**Instructions to follow:** Every entry is to be returned unchanged, and no picture is to be included.

**Recorded information:**
══════════

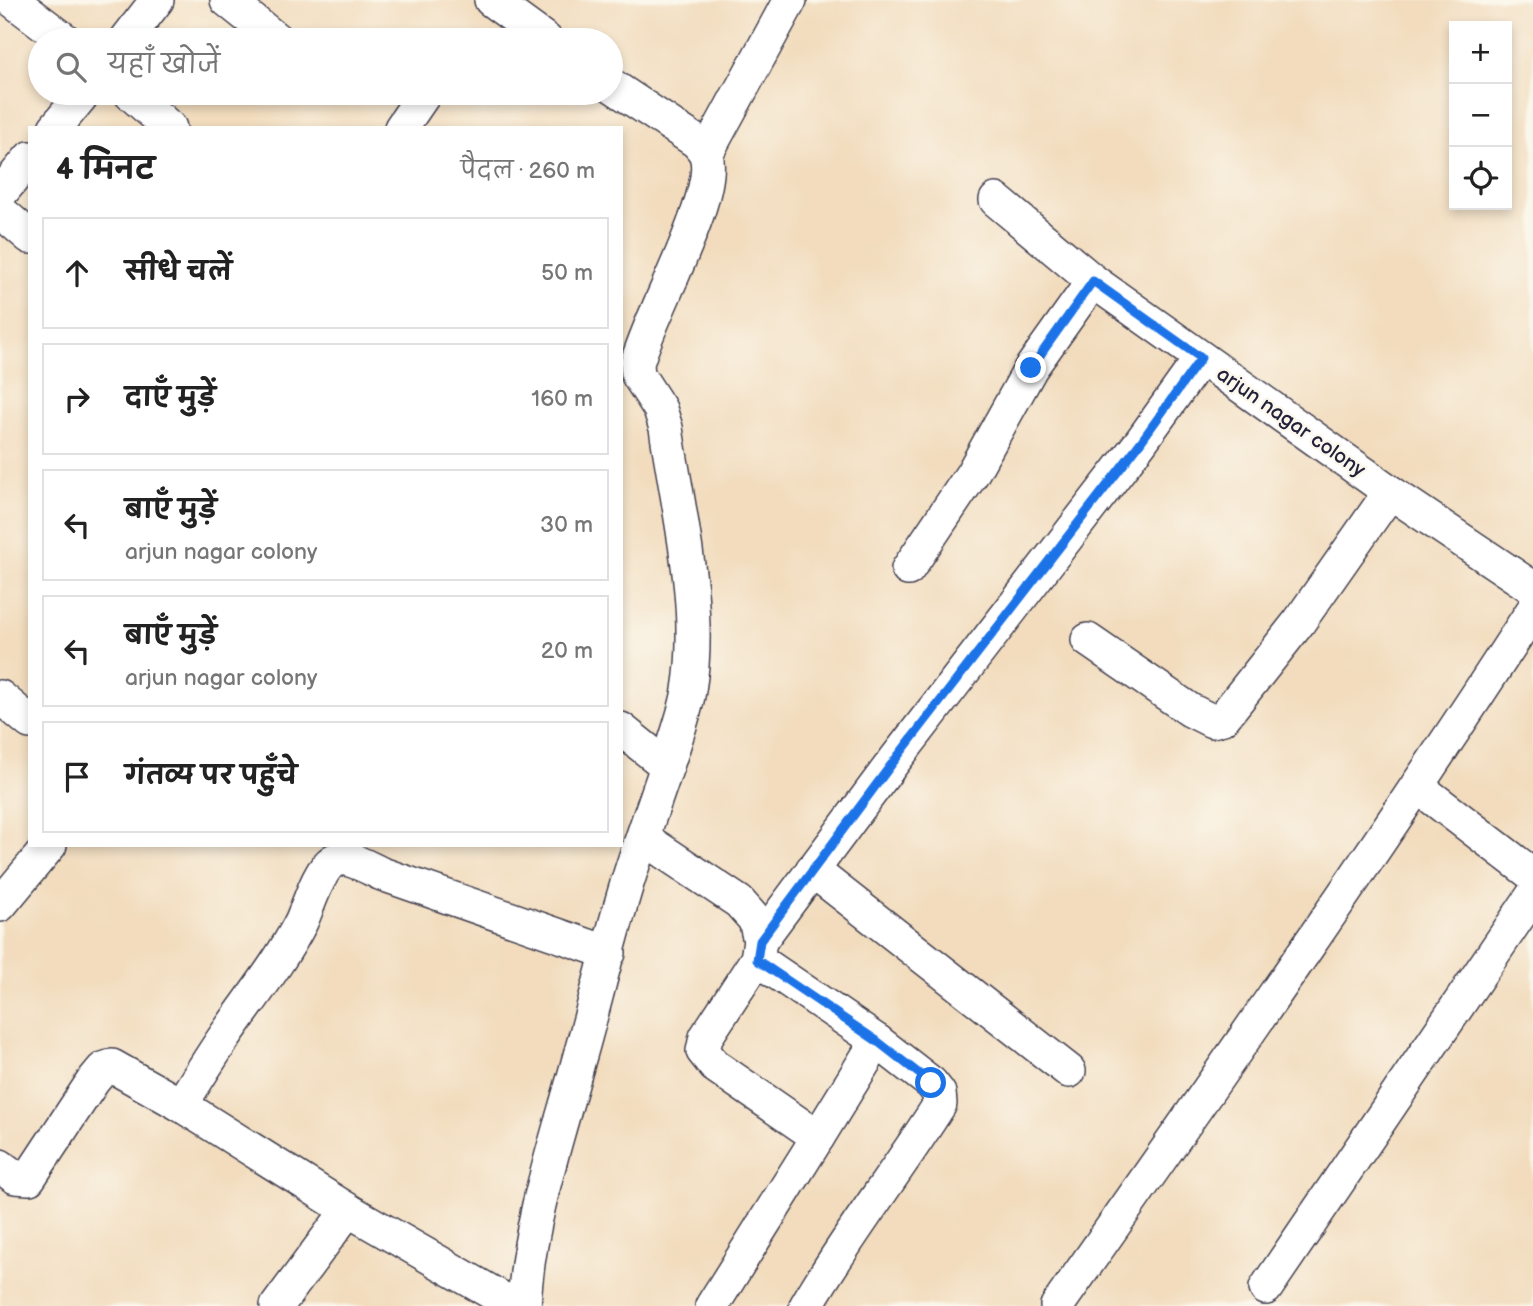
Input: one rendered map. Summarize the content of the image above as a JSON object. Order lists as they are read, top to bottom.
{
  "streets": {
    "street": ["arjun nagar colony"]
  },
  "page": {
    "map_buttons": ["+", "−"],
    "search": "यहाँ खोजें",
    "heading": ["4 मिनट", "पैदल · 260 m"],
    "list": [
      ["सीधे चलें", "50 m"],
      ["दाएँ मुड़ें", "160 m"],
      ["बाएँ मुड़ें", "arjun nagar colony", "30 m"],
      ["बाएँ मुड़ें", "arjun nagar colony", "20 m"],
      "गंतव्य पर पहुँचे"
    ]
  }
}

══════════

**Answer space:**
Input: one rendered map. Summarize the content of the image above as a JSON object. Order lists as they are read, top to bottom.
{
  "streets": {
    "street": ["arjun nagar colony"]
  },
  "page": {
    "map_buttons": ["+", "−"],
    "search": "यहाँ खोजें",
    "heading": ["4 मिनट", "पैदल · 260 m"],
    "list": [
      ["सीधे चलें", "50 m"],
      ["दाएँ मुड़ें", "160 m"],
      ["बाएँ मुड़ें", "arjun nagar colony", "30 m"],
      ["बाएँ मुड़ें", "arjun nagar colony", "20 m"],
      "गंतव्य पर पहुँचे"
    ]
  }
}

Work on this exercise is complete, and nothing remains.